# Do's and don'ts (How to write it.)



## SwissPete

How would you write it?

Do's and don'ts
Dos and donts
Do's and don't's



Thanks


----------



## Dimcl

SwissPete said:


> How would you write it?
> 
> Do's and don'ts
> Dos and donts
> Do's and don't's
> 
> 
> 
> Thanks


 
What do you think, logically, SwissPete?


----------



## SwissPete

Well, since the plural of DO should be DOS (without an apostrophe), I would tend to go with *dos and don'ts*.


----------



## Dimcl

SwissPete said:


> Well, since the plural of DO should be DOS (without an apostrophe), I would tend to go with *dos and don'ts*.


 
That's what I would use, as well.


----------



## hklass

Agreed...Dos and Don'ts


----------



## panjandrum

The "rule" in this situation is to use an apostrophe if it helps avoid confusion.
I am confused by dos, so I would always write do's.
I am not confused by don'ts, so I happily write don'ts.

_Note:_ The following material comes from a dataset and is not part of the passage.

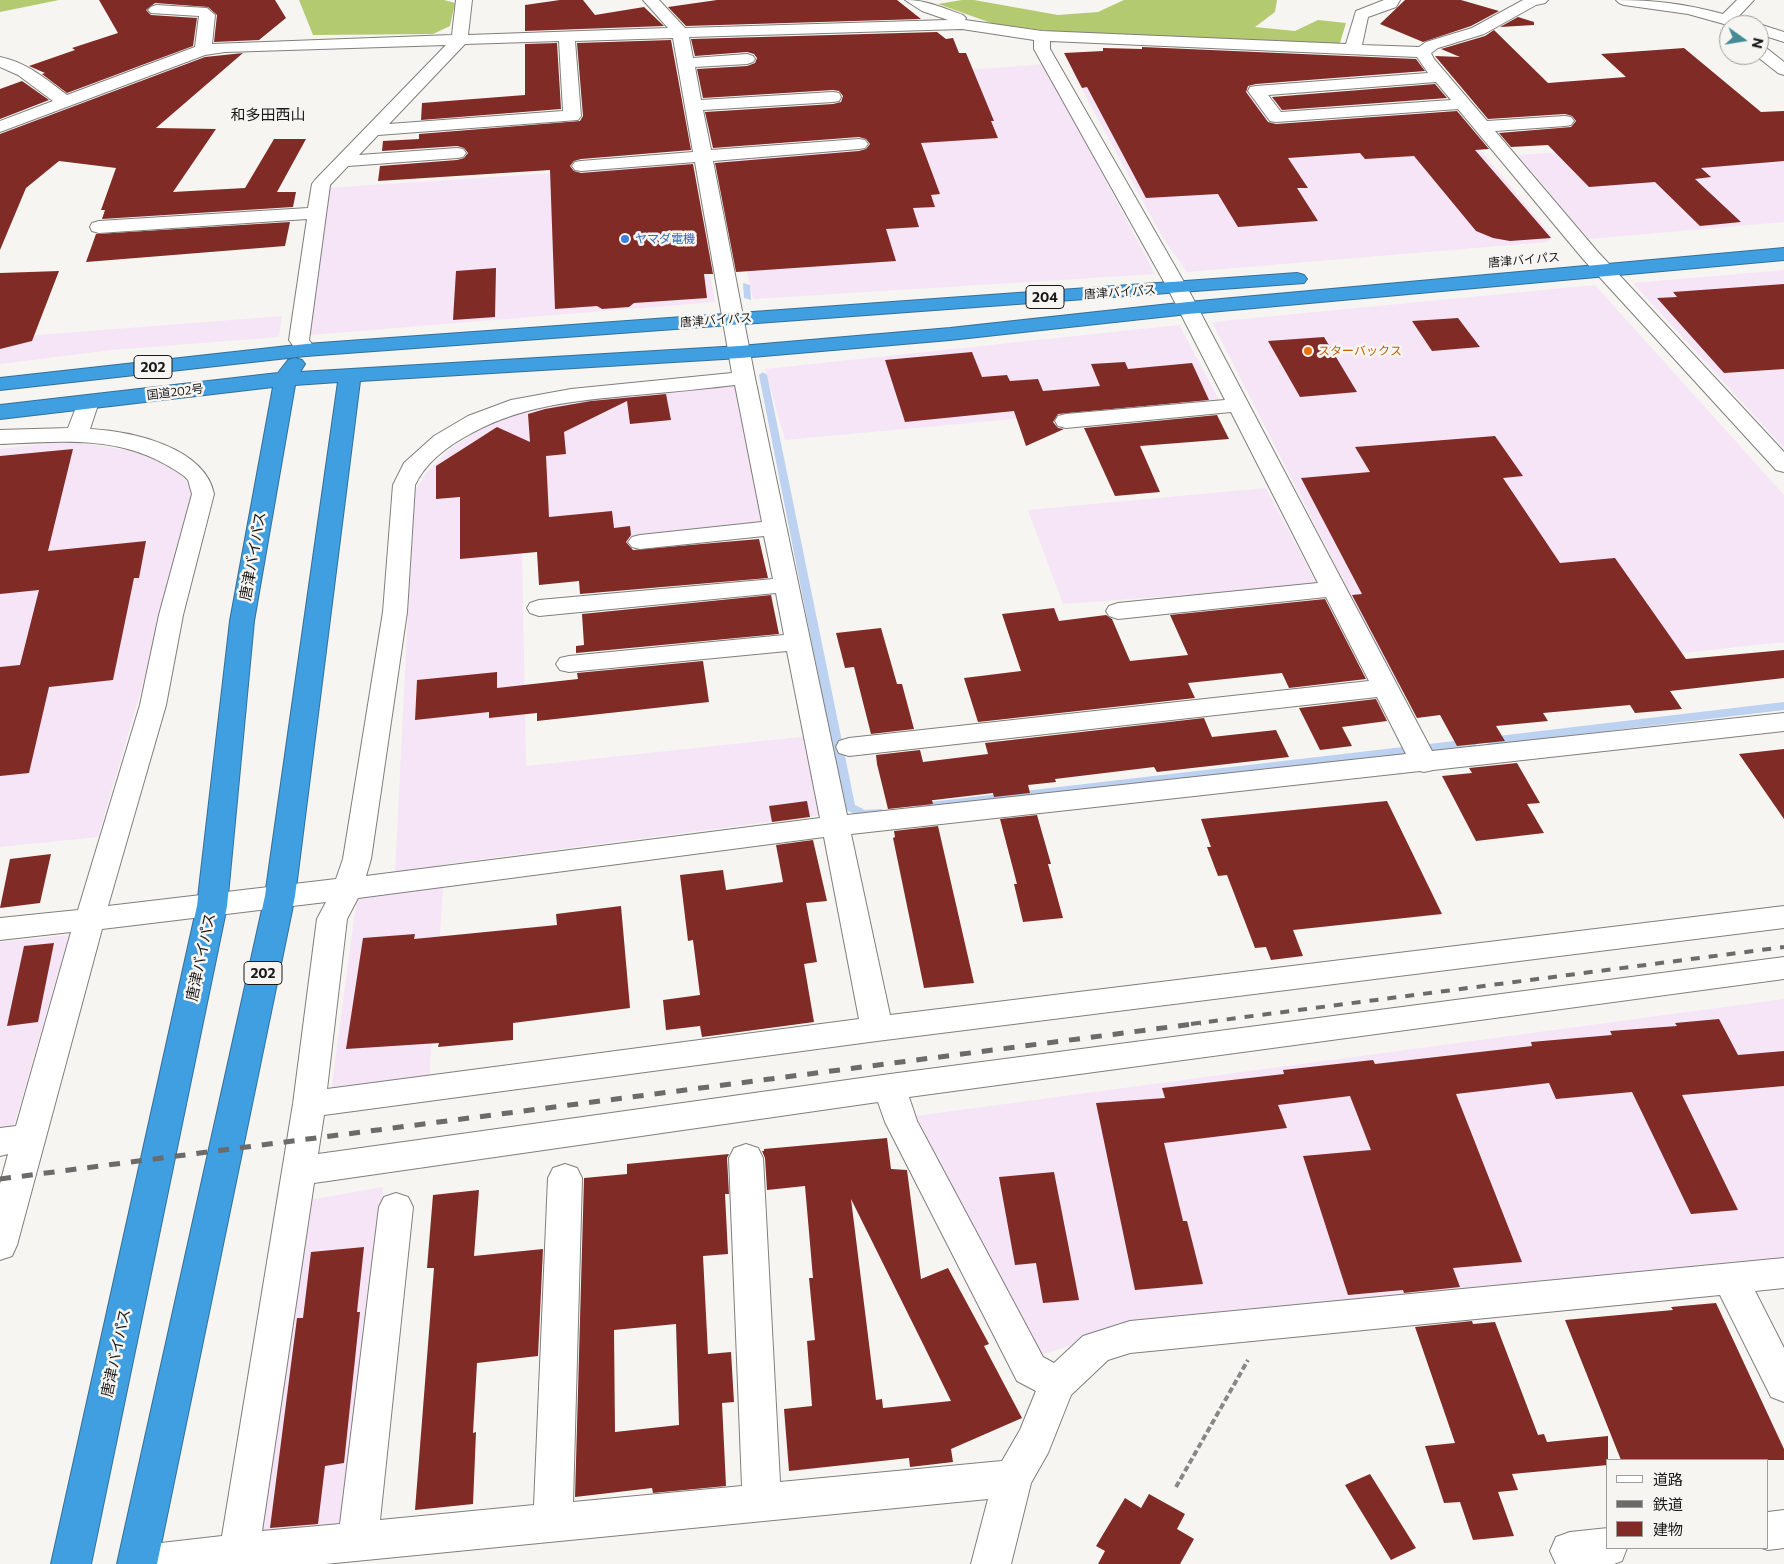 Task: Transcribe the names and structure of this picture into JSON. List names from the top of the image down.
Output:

So if in some bizarre universe I had to use this expression, I would write do's and don'ts.


----------



## Dimcl

panjandrum said:


> The "rule" in this situation is to use an apostrophe if it helps avoid confusion.


 
"Here is a list of the dos and don'ts of polite dining";
"Here are the dos and don'ts of safe driving";
The dos and don'ts of pet care are:..."

I can't imagine in what context this would be confusing...


----------



## panjandrum

If I see dos I think "disc operating system".


----------



## Loob

Here's another vote for do's and don'ts.

I would put the apostrophe in do's for the same reason that I would write dot the i's and cross the t's - because, momentarily, "dos" would lead me to misinterpret what was written _(oh, you mean "dos" as in MS-DOS?)_ 

I only use the apostrophe for plurals if there's a possibility of confusion without it - which is why I wouldn't use it for don'ts.


----------



## juandiego

panjandrum said:


> So if in some bizarre universe I had to use this expression, I would write do's and don'ts.

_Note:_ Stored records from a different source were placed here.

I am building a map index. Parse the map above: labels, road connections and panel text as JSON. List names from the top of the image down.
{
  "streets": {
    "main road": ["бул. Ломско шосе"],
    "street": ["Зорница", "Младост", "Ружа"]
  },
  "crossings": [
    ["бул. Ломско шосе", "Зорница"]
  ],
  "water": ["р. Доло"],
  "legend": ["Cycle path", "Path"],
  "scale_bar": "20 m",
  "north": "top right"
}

There's a Joe Strummer and the Mescaleros song called "Long shadow" that goes:
_The devil may care –maybe god he won’t
Better you make sure you check on 
the do’s and don’ts_

So, I thought it was an idiom.


----------



## panjandrum

The difference could be, once again, the difference in punctuation styles between AE and BE.


----------



## Loob

juandiego said:


> So, I thought it was an idiom.


It is an idiom, juandiego.  It's just said more often than it's written


----------



## Tim~!

Loob said:


> Here's another vote for do's and don'ts.

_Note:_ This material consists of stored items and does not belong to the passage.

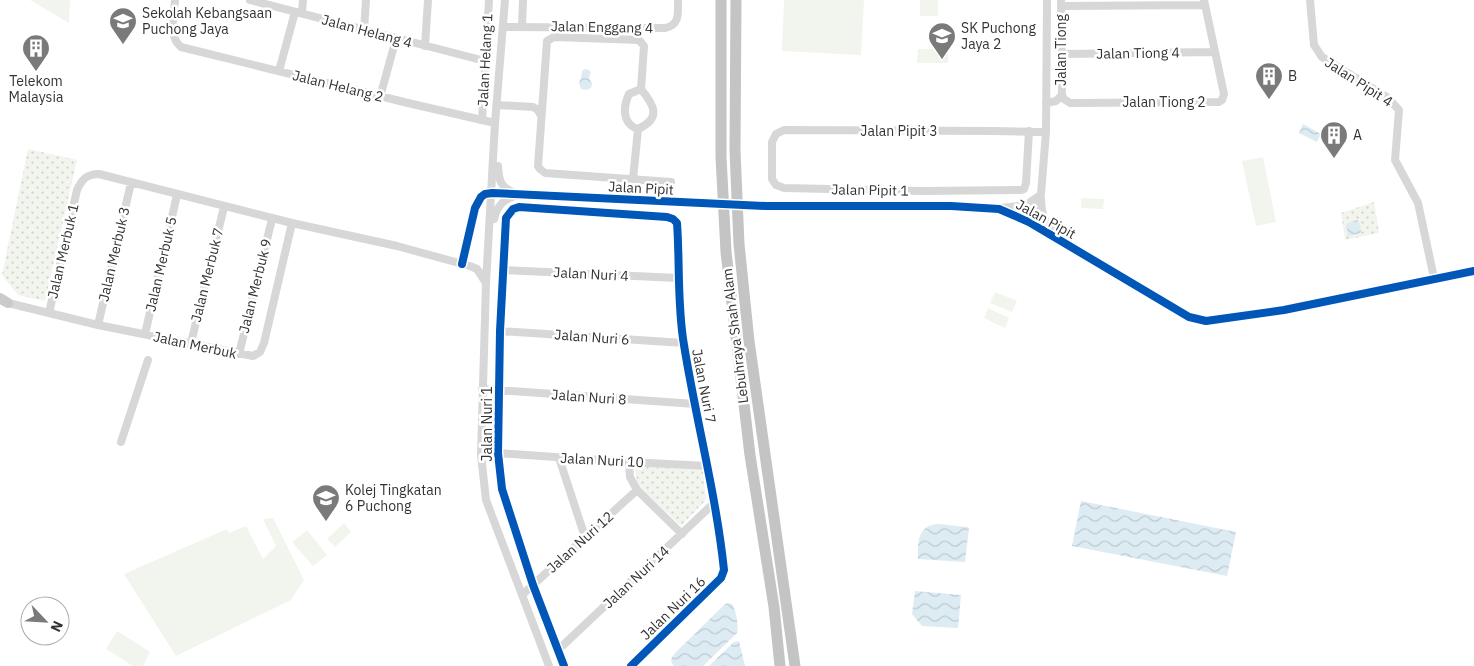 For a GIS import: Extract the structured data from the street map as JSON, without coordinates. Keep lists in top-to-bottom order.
{
  "streets": {
    "highway": ["Lebuhraya Shah Alam"],
    "street": [
      "Jalan Enggang 4",
      "Jalan Helang 4",
      "Jalan Tiong",
      "Jalan Tiong 4",
      "Jalan Helang 1",
      "Jalan Pipit 4",
      "Jalan Helang 2",
      "Jalan Tiong 2",
      "Jalan Pipit 3",
      "Jalan Pipit",
      "Jalan Pipit 1",
      "Jalan Merbuk 1",
      "Jalan Merbuk 3",
      "Jalan Merbuk 5",
      "Jalan Nuri 4",
      "Jalan Merbuk 7",
      "Jalan Merbuk 9",
      "Jalan Nuri 6",
      "Jalan Merbuk",
      "Jalan Nuri 7",
      "Jalan Nuri 8",
      "Jalan Nuri 1",
      "Jalan Nuri 10",
      "Jalan Nuri 12",
      "Jalan Nuri 14",
      "Jalan Nuri 16"
    ]
  },
  "crossings": [
    ["Jalan Helang 4", "Jalan Helang 1"],
    ["Jalan Tiong", "Jalan Tiong 4"],
    ["Jalan Tiong", "Jalan Tiong 2"],
    ["Jalan Tiong 4", "Jalan Tiong 2"],
    ["Jalan Helang 1", "Jalan Helang 2"],
    ["Jalan Pipit 4", "Jalan Pipit"],
    ["Jalan Pipit 3", "Jalan Pipit"],
    ["Jalan Pipit 3", "Jalan Pipit 1"],
    ["Jalan Merbuk 1", "Jalan Merbuk 3"],
    ["Jalan Merbuk 1", "Jalan Merbuk"],
    ["Jalan Merbuk 3", "Jalan Merbuk"],
    ["Jalan Merbuk 5", "Jalan Merbuk"],
    ["Jalan Nuri 4", "Jalan Nuri 7"],
    ["Jalan Nuri 4", "Jalan Nuri 1"],
    ["Jalan Merbuk 7", "Jalan Merbuk"],
    ["Jalan Merbuk 9", "Jalan Merbuk"],
    ["Jalan Nuri 6", "Jalan Nuri 7"],
    ["Jalan Nuri 6", "Jalan Nuri 1"],
    ["Jalan Nuri 7", "Jalan Nuri 8"],
    ["Jalan Nuri 7", "Jalan Nuri 1"],
    ["Jalan Nuri 7", "Jalan Nuri 10"],
    ["Jalan Nuri 7", "Jalan Nuri 14"],
    ["Jalan Nuri 7", "Jalan Nuri 16"],
    ["Jalan Nuri 8", "Jalan Nuri 1"],
    ["Jalan Nuri 1", "Jalan Nuri 10"],
    ["Jalan Nuri 1", "Jalan Nuri 12"],
    ["Jalan Nuri 1", "Jalan Nuri 14"]
  ],
  "places": {
    "school or university": ["Sekolah Kebangsaan Puchong Jaya", "SK Puchong Jaya 2", "Kolej Tingkatan 6 Puchong"],
    "building": ["Telekom Malaysia", "B", "A"]
  },
  "north": "bottom right"
}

Ditto, for the reasons outlined by panjandrum.



> I only use the apostrophe for plurals if there's a possibility of confusion without it - which is why I wouldn't use it for don'ts.


And why I also write it in the expression "Mind one's p's and q's."


----------



## johndot

I agree absolutely that the title of the thread is written correctly.
 
However, confusion can arise if the two words are separated (for whatever reason). After all, what is a _dos_? A short night on the tiles? And what are _don’ts_? Donuts with a missing bit?
 
Normally they’re not separated, of course. But what about _why is he list of dos longer than the don’ts?_


----------



## Dimcl

Using "dos" in a standalone manner _might _lead to confusion (with "and don'ts" in there, I'm not sure how, but I'm willing to grant that).  With all due respect to the argument that it's less confusing to use the apostrophe, however, I honestly don't see how using "dos and don'ts" in any kind of reasonable context could lead anyone to becoming confused.


----------



## Loob

johndot said:


> I agree absolutely that the title of the thread is written correctly.
> 
> However, confusion can arise if the two words are separated (for whatever reason). After all, what is a _dos_? A short night on the tiles? And what are _don’ts_? Donuts with a missing bit?
> 
> Normally they’re not separated, of course. But what about _why is he list of dos longer than the don’ts?_


Johndot, I'm a bit confused by the "however" in your post.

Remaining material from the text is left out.